===== DATA EXTRACT =====

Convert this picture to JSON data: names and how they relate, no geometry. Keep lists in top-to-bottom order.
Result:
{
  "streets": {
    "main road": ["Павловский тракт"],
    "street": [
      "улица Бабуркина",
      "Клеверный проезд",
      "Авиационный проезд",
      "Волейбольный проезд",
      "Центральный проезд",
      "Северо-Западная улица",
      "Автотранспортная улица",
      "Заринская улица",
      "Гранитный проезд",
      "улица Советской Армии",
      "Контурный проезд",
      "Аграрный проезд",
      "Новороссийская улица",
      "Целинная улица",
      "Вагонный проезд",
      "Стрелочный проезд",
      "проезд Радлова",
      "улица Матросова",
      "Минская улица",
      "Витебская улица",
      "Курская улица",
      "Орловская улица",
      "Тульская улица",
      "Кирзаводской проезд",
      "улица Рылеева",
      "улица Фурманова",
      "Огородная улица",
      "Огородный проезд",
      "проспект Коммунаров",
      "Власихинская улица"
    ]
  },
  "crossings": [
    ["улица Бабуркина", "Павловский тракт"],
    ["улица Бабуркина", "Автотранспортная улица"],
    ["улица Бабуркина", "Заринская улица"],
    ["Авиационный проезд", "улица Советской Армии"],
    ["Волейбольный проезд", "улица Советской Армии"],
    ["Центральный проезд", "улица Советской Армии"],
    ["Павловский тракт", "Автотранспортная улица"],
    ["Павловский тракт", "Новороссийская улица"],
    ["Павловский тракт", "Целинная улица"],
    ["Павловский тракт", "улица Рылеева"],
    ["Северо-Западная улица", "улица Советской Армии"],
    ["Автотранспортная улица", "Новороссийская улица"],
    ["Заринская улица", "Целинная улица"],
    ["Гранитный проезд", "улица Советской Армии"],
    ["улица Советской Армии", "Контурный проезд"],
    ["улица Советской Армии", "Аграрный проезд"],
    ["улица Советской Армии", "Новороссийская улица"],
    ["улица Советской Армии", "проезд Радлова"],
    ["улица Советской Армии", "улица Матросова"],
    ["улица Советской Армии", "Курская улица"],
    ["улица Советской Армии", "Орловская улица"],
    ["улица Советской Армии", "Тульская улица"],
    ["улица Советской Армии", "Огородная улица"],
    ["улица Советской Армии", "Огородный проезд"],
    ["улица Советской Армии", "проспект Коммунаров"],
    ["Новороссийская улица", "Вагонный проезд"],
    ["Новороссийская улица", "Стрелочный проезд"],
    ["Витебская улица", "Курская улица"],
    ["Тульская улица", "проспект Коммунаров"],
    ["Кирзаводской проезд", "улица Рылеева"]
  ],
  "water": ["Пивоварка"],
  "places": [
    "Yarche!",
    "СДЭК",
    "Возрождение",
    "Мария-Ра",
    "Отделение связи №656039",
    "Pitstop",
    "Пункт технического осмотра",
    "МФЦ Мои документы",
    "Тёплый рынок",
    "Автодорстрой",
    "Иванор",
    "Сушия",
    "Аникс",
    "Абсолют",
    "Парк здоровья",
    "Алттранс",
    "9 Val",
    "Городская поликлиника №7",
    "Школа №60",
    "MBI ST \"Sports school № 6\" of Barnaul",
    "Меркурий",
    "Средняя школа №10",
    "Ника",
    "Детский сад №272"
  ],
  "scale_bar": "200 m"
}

=====

PROBLEM DETAILS
The expected output is one number: how many lines of the data above hold the string "Радлова".

ANSWER FOR THIS EXERCISE
2